Tuesday, November 26

Elon Musk warns that the purchase of Twitter will not take place without guarantees on fake accounts

Musk, CEO of SpaceX and Tesla, is currently the richest person in the world, according to Forbes magazine, with an estimated fortune of 94,000 million dollars.

This businessman, whose supporters consider him an iconoclastic genius and his critics an erratic megalomaniac, surprised the world of finance in April when announced that he wanted to buy Twitter.

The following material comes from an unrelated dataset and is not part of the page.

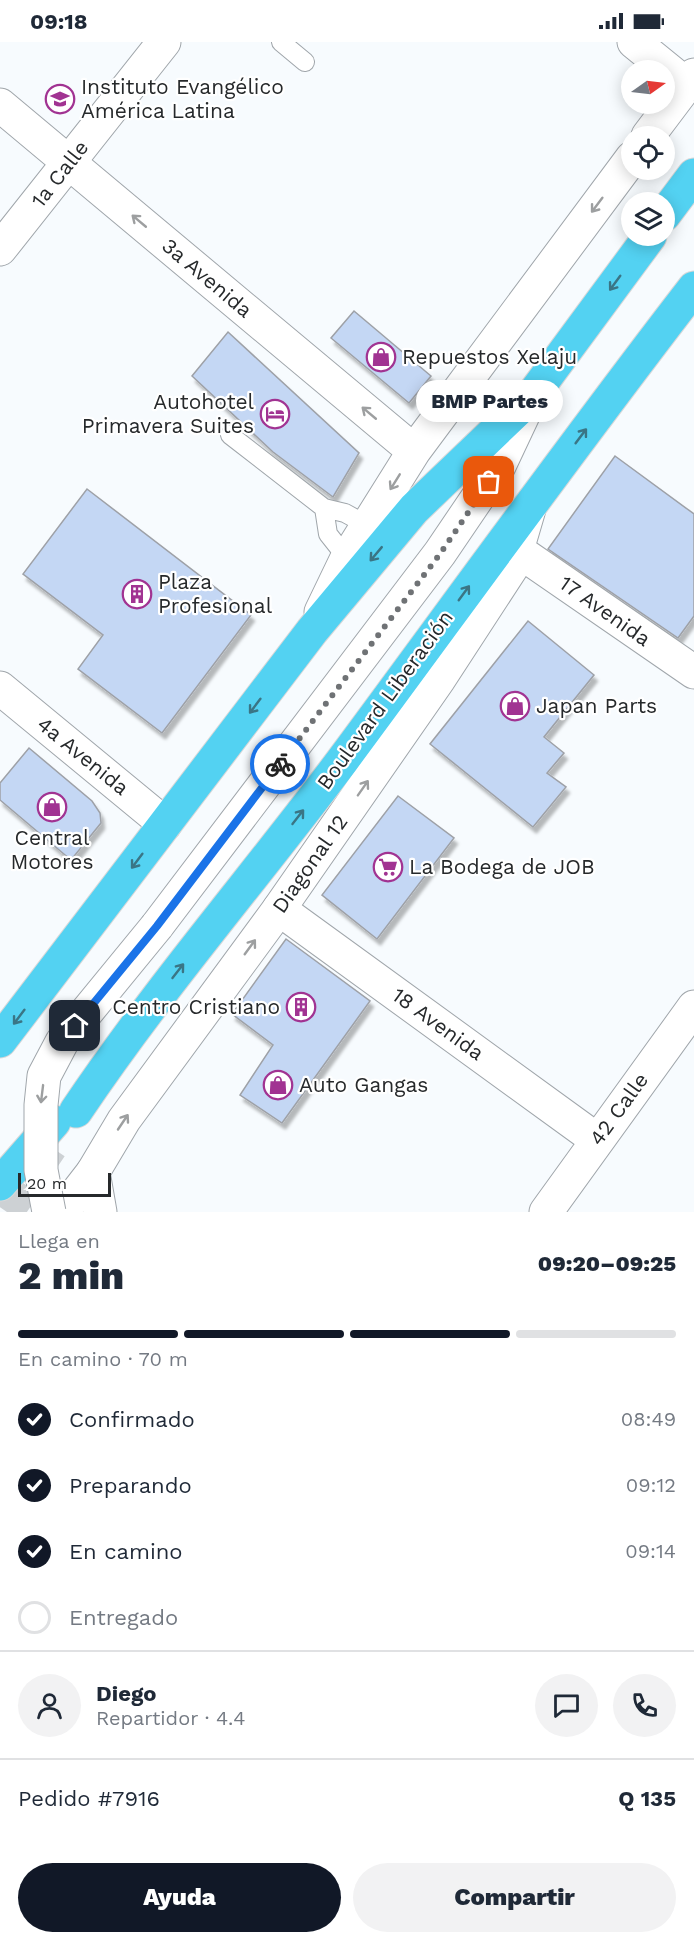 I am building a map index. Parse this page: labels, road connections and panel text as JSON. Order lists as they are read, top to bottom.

But his offer for 44,000 million dollars is on hold until the estimated number of fake accounts, known as “bots.”

“Twitter’s CEO yesterday refused to prove that less than 5% of accounts are fake,” tweeted Musk, who has almost 94 millions of followers on the social network. “Until it does, the deal cannot go ahead,” he added.

Twitter CEO Parag Agrawal says the platform suspends more than half a million apparently fake accounts every day, many times before they are public and every week blocks millions of alleged users on suspicion that they are accounts managed by a computer application.

Internal analysis shows that less than 5% of active accounts on an average day qualify as spam, but these accounts cannot be replicated by third parties due to privacy requirements, Agrawal said.

Musk – who claims that “bots” are a plague on Twitter and that he considers it a priority to get rid of them if he takes control of the platform – responded to Agrawal’s explanation in a tweet, with an icon in the form of poop “So advertisers know what they get for their money?” Musk added in another dialogue about the need to prove that Twitter users are all people.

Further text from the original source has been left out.